++++ DATA SUPPLIED

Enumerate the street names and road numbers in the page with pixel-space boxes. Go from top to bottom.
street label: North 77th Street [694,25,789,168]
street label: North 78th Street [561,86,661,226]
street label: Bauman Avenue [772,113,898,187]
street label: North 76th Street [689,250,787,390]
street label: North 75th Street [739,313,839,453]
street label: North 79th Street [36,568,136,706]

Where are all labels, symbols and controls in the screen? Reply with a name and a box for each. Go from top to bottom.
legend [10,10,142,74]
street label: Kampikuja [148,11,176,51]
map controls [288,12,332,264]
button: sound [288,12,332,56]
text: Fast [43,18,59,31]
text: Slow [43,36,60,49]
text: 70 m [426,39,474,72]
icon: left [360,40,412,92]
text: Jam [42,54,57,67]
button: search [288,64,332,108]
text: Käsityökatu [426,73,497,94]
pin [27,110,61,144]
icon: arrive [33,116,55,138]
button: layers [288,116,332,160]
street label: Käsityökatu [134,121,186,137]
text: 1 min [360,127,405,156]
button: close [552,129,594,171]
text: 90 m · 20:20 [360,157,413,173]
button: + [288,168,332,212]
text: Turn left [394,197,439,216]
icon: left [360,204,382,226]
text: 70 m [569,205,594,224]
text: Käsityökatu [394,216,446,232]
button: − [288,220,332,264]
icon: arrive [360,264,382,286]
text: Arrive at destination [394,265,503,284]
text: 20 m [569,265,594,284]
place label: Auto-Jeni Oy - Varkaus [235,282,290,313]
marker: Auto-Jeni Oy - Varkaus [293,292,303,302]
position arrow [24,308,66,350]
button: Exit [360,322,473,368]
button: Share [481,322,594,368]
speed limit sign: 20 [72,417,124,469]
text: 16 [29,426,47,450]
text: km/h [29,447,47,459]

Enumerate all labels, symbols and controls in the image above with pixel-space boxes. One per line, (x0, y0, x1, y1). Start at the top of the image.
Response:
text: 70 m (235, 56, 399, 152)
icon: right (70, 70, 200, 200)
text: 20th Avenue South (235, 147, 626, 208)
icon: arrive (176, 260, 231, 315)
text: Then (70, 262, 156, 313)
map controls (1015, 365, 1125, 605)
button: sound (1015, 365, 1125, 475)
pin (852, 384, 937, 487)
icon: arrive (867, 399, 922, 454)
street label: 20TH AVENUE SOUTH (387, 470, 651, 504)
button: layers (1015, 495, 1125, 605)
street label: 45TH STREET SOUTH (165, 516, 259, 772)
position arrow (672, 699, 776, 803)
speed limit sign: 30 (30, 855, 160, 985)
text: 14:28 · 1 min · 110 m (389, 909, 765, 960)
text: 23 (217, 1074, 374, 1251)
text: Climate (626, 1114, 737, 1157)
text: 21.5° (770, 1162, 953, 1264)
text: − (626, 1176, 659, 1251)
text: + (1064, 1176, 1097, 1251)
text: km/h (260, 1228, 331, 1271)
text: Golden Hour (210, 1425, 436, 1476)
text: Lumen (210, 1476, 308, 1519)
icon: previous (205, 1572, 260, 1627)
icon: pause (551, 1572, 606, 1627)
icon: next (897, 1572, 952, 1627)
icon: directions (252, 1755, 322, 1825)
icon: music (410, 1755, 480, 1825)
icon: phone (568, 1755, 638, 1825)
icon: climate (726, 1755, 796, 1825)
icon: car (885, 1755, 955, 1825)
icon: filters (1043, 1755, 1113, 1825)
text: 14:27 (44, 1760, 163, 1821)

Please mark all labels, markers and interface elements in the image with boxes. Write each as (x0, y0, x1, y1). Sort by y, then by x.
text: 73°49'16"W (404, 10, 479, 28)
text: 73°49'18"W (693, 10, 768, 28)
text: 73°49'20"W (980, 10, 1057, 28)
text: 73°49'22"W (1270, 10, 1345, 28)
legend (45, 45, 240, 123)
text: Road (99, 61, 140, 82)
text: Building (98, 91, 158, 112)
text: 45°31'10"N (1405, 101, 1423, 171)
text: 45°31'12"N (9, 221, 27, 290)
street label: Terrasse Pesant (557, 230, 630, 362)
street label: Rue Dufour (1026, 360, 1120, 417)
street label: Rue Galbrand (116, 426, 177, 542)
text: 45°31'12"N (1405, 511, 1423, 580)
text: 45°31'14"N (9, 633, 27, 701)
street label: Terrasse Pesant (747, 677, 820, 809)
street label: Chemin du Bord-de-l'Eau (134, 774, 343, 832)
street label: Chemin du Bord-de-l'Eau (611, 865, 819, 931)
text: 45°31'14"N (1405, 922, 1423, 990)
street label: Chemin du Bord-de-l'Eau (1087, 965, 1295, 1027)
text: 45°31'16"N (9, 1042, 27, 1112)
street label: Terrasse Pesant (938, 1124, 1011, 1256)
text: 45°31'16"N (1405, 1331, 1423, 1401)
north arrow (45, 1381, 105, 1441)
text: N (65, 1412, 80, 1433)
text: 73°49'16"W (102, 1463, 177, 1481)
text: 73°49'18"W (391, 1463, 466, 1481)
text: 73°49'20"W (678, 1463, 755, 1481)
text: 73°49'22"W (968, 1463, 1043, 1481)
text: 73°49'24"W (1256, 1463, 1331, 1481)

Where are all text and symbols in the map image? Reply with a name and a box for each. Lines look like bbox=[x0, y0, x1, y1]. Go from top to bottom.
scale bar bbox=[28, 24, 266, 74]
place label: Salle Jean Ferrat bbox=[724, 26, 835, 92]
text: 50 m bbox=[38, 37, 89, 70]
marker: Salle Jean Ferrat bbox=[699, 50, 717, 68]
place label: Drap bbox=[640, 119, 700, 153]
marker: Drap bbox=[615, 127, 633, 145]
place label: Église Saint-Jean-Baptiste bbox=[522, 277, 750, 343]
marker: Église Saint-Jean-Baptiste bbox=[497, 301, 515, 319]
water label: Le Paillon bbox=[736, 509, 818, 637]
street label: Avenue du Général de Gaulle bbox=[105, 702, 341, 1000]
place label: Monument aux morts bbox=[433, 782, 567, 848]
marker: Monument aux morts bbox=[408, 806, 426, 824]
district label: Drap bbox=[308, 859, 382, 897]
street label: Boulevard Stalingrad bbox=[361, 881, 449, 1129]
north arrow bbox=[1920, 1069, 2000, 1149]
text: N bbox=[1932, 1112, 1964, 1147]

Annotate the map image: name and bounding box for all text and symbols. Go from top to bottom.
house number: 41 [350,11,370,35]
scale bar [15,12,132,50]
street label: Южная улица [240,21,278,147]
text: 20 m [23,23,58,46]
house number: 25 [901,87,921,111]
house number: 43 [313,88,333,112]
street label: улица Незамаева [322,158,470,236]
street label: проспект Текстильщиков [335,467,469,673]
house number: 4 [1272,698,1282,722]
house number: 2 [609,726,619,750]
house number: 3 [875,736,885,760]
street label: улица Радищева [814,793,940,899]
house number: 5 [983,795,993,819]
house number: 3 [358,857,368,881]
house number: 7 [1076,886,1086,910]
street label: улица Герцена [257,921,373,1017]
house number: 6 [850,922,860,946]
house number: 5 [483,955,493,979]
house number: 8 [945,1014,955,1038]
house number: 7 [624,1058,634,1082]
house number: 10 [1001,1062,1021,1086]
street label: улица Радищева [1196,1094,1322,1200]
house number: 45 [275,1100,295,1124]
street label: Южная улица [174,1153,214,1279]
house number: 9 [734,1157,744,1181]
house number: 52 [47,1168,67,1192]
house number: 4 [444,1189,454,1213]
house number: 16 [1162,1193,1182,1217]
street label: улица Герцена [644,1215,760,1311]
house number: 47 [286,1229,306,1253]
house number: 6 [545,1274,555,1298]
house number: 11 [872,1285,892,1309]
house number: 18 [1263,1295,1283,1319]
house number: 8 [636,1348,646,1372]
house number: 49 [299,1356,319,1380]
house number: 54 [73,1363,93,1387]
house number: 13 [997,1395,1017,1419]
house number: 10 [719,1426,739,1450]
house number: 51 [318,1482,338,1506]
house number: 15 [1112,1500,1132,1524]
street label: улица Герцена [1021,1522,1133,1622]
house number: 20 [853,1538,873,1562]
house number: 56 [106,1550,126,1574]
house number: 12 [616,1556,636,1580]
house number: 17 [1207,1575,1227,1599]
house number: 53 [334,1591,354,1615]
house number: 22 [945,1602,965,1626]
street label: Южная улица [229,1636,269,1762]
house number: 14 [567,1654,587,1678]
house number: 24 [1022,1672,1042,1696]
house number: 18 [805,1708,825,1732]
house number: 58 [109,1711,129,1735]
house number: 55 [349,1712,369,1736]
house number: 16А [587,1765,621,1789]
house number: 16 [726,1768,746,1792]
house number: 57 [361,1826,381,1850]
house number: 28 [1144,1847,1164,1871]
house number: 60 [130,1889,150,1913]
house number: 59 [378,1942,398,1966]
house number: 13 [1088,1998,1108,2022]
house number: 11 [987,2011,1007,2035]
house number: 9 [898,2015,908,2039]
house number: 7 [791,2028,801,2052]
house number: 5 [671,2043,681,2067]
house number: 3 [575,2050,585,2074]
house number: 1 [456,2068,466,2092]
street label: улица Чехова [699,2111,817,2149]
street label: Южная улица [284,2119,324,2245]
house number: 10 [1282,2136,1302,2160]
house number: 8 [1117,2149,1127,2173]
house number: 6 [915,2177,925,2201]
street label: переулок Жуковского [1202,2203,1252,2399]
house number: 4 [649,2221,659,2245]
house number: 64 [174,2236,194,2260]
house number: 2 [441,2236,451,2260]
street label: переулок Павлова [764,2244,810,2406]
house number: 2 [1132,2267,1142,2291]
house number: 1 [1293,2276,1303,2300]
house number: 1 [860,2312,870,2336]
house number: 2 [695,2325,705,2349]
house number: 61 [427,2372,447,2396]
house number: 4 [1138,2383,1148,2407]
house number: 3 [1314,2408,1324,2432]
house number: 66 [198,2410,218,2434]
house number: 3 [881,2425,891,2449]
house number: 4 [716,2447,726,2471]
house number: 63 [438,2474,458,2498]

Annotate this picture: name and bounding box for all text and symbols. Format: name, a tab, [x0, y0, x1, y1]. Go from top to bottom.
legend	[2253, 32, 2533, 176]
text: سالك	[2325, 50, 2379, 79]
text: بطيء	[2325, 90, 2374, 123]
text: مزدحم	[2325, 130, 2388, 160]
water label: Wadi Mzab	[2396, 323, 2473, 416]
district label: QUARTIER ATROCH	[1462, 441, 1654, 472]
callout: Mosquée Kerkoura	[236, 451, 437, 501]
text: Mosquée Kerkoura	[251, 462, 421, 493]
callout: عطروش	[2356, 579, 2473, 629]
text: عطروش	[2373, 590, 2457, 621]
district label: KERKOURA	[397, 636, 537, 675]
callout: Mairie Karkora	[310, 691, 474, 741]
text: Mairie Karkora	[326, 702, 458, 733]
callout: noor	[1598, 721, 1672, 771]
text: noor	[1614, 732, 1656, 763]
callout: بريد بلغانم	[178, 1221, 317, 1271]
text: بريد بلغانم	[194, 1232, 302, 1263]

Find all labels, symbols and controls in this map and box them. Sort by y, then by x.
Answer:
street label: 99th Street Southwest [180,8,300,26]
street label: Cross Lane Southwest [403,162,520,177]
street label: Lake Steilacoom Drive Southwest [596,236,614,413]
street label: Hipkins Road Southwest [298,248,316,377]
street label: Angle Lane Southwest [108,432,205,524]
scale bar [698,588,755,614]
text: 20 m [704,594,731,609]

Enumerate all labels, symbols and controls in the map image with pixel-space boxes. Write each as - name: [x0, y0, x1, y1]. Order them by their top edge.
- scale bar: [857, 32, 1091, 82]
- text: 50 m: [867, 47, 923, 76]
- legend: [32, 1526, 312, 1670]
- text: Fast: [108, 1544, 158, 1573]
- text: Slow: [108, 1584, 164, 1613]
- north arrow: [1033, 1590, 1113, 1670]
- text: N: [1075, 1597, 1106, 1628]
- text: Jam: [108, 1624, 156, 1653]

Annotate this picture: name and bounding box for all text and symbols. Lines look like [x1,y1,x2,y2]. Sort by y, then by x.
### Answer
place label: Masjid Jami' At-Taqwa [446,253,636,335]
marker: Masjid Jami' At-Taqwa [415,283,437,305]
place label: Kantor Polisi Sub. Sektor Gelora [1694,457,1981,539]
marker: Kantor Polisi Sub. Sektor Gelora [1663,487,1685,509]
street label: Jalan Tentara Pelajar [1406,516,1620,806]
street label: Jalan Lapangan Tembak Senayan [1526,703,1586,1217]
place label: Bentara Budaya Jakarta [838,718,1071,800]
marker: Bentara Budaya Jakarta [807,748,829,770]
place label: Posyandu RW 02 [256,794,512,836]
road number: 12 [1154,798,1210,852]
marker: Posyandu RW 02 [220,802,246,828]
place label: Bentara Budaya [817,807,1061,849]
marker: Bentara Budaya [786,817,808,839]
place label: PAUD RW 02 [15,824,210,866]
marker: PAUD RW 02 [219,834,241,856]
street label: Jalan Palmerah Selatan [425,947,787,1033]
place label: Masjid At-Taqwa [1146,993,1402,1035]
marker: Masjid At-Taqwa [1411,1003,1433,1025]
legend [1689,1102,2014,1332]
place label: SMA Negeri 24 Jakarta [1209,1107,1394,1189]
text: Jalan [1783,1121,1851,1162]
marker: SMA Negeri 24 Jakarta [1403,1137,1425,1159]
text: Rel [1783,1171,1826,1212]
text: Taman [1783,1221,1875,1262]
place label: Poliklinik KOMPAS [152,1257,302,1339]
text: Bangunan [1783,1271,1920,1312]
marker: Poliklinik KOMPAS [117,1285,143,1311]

++++++++

> REQUIREMENT:
Using the material above, gather every line that includes "sign".

> EXERCISE SOLUTION:
speed limit sign: 20 [72,417,124,469]
speed limit sign: 30 (30, 855, 160, 985)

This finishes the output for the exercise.